Where her grandfather worked never seemed like a bad place. His office, once his door was shut, was very quiet. She remembers the dreamlike way the pieces seemed to sit on the board—on account of the light, maybe, or perhaps her own faltering memory. She remembers the feel of the pieces better, smooth beneath her small, young hands. Their nooks and crannies left the imprint of their textures on her memory and even now she can almost remember the feel of pinching the rook between her fingers so that the tops of its battlements left little squares in her thumb. She never quite knew where or how the pieces went, but her grandfather watched her with his keen, kindly eyes and directed her in his soft, but certain voice so that the pieces all magically fell into their spots. Knights were too confusing with their jumping L-pattern—not at all simple—and she quickly abandoned them. Bishops were better, traveling in diagonals across the board, sidling up to the rooks that she moved ponderously up and down, side to side. Pawns were not much fun but the queen made up for their boring one-way march. He let her keep the queen, she knows now, although he could have taken the piece in a myriad of ways.
Her grandfather was very kind.
She never won—there wasn't enough time in their visit for that—but Riza is sure he would have let her, even guided her patiently and knowingly to the checkmate that would have thrown her into fits of triumphant giggling.
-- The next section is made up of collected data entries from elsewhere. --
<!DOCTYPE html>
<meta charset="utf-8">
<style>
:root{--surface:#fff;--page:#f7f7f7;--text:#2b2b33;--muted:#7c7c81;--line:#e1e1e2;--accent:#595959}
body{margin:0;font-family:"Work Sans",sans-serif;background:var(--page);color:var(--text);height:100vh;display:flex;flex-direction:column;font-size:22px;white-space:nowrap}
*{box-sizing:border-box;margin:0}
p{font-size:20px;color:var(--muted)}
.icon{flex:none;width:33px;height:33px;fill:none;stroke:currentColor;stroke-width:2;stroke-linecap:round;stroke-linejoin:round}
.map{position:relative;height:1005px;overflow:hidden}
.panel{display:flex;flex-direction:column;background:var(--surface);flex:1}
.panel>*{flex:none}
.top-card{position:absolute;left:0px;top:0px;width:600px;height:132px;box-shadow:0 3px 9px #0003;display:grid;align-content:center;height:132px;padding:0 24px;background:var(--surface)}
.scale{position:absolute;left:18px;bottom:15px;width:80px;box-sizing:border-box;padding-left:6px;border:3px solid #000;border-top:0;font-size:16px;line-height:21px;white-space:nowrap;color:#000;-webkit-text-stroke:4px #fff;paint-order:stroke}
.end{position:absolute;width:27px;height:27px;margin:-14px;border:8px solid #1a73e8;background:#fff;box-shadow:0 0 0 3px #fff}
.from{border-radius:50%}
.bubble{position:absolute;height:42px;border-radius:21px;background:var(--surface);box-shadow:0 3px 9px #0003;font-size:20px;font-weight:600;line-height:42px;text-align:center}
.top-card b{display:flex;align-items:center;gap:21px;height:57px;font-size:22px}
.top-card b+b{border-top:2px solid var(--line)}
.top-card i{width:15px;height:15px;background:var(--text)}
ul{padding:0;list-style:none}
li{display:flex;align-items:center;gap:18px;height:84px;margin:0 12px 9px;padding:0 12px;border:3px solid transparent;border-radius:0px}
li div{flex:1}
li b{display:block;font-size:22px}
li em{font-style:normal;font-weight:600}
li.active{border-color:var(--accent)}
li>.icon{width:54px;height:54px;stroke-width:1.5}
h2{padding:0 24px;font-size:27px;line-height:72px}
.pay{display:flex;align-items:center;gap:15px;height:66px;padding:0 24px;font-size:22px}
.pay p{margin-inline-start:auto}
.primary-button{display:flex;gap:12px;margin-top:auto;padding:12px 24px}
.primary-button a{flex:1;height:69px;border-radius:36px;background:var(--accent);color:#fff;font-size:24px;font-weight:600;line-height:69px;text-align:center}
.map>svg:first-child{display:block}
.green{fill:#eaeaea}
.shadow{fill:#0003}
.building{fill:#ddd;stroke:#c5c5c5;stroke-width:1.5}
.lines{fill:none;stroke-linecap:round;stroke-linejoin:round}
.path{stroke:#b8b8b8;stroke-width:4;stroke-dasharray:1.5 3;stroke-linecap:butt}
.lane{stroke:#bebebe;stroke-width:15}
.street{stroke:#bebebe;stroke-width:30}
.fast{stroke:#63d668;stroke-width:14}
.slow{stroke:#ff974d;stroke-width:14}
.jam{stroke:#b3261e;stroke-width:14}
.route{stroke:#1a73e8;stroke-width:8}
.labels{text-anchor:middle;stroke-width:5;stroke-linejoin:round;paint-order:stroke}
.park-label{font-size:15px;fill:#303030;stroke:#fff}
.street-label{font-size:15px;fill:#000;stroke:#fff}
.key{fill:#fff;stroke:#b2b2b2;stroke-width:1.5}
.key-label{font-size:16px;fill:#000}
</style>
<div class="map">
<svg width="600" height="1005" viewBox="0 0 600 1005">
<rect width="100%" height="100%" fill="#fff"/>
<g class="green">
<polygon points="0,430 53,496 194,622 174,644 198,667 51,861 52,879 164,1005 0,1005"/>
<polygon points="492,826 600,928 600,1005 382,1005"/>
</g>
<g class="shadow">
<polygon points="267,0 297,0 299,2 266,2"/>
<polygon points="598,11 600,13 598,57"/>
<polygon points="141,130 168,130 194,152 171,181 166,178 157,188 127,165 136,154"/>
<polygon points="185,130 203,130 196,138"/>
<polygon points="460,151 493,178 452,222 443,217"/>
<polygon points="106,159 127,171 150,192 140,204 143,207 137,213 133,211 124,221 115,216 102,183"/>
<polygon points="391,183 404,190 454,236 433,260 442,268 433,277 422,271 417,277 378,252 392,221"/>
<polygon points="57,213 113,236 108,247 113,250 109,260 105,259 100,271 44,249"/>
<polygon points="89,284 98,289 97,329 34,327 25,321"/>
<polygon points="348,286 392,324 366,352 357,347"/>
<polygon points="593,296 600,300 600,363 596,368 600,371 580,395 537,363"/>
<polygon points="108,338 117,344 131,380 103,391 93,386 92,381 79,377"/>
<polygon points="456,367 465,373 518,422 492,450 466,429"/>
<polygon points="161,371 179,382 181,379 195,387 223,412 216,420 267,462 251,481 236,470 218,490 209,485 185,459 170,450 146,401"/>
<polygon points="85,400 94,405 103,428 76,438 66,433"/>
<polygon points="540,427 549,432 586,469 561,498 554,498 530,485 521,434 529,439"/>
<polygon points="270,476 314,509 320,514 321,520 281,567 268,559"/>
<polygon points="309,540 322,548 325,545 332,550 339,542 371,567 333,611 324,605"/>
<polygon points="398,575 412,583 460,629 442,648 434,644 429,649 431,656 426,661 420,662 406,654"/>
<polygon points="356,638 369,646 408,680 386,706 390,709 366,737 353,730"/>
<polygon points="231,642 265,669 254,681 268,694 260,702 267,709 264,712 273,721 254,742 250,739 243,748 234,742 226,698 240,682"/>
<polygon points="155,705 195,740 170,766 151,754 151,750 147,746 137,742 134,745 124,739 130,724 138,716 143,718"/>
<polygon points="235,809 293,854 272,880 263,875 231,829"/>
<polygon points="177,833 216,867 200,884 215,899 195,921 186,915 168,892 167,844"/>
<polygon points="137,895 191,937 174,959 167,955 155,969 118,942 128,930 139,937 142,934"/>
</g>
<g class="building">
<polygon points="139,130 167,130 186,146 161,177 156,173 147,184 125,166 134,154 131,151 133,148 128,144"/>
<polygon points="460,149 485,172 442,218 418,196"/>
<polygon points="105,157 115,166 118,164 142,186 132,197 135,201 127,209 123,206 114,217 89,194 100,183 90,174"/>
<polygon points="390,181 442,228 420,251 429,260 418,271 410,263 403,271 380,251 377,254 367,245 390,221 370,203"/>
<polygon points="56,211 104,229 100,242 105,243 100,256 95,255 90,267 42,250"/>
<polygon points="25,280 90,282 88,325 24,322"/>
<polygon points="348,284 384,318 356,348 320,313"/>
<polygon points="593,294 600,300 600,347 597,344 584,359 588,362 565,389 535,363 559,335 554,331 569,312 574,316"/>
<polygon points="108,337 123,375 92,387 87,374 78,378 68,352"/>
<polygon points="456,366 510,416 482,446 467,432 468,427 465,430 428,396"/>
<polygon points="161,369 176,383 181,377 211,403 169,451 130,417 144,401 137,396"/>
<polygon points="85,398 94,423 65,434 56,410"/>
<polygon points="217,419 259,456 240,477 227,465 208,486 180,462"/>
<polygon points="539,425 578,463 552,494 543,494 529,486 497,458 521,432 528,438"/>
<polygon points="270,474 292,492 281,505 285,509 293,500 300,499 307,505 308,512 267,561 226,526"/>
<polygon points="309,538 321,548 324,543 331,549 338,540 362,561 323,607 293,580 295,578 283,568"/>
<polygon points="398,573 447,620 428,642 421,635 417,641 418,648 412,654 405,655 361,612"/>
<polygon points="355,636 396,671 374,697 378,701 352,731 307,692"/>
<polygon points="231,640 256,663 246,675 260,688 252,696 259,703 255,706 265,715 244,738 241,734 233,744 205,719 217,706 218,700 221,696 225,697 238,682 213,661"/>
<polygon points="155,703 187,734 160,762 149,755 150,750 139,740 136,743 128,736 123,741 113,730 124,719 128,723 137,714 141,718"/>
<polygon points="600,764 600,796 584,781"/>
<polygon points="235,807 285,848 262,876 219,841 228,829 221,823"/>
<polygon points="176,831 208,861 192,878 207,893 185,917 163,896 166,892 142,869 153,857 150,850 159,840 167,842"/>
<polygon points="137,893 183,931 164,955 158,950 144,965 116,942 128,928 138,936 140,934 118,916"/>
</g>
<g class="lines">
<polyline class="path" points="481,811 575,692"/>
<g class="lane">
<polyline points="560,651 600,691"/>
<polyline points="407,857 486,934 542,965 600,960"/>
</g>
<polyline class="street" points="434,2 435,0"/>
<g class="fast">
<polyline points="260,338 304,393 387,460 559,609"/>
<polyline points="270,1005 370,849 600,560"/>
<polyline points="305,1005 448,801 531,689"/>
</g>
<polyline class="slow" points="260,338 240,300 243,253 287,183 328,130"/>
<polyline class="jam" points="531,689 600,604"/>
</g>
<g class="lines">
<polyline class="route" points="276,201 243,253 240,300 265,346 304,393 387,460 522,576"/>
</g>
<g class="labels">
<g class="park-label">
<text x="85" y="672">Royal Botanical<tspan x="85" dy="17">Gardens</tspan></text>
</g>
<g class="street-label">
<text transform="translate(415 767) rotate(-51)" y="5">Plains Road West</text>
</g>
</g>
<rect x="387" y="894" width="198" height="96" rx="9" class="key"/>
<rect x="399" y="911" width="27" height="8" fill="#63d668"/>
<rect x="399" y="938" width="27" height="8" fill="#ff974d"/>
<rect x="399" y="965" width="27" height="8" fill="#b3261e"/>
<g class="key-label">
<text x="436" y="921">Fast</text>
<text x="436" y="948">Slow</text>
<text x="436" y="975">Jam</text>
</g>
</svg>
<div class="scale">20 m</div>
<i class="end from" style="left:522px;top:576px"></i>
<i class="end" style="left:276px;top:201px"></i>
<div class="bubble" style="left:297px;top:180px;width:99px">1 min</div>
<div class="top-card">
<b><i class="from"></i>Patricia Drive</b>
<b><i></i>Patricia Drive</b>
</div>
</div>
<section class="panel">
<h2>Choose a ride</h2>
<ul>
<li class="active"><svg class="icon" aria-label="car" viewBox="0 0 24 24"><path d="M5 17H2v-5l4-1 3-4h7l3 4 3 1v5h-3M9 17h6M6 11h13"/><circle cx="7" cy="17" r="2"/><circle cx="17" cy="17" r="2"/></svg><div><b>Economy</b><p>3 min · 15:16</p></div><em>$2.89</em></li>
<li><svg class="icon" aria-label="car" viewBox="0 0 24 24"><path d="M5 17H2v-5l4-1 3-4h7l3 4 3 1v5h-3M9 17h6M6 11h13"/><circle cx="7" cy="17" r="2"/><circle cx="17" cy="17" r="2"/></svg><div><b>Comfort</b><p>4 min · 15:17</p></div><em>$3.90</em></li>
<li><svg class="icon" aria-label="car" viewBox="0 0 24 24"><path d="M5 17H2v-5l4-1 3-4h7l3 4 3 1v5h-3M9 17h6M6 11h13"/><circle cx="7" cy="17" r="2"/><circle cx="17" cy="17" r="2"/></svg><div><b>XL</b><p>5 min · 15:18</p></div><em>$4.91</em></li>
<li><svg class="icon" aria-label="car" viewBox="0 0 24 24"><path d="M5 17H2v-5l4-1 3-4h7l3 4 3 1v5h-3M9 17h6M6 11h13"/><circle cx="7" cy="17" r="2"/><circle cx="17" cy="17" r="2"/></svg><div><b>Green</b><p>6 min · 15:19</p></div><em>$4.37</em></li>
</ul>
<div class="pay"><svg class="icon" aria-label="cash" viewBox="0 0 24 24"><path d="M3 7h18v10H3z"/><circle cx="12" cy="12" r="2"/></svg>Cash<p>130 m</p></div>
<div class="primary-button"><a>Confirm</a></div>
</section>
He would have smiled that slow smile that almost reminded her of her mother when she was especially pleased with something her daughter did, an expression that Riza would find herself seeing less and less as she grew older.
She thinks about this chess game as her commander sets up the board between them. It is late—or early, depending whom you ask, including her who might answer one way or the other, depending on her mood—no one is in the office but them, and the work is far from done, but they both need a break. He sweeps the pawns across the board, black and white, her side then his. He lines up rooks, knights, bishops, the queen, the king. She has seen the little figures so many times but suddenly something seems different; she realizes then that if she thinks hard enough, she can almost imagine this is the same chessboard that her grandfather used all those years ago. It drags her back.
Colonel Mustang hesitates after he finishes setting the board and then he looks at her expectantly—she is white. She gazes back at him steadily.
"I don't remember how to play," she confesses.
He doesn't react at first, but then he smiles, a lopsided smirk that conveys somehow both confidence and affectionate amusement. "I'll show you."
As the time passes and he patiently, confidently shows her how the pieces move and instructs her in simple strategies, there is a subtle shift in his smile. It becomes less a smirk and almost something like contentment. Later, when she takes his queen from under his nose, he sits back and beams at her in the satisfied wonder only a teacher could feel and she thinks about her grandfather's and her mother's smiles, approving, loving.
Riza wonders if this is why she has been running from one place to the next—seeking one smile after the other. This one, she thinks, she can stop for. This one, she thinks, she deserves.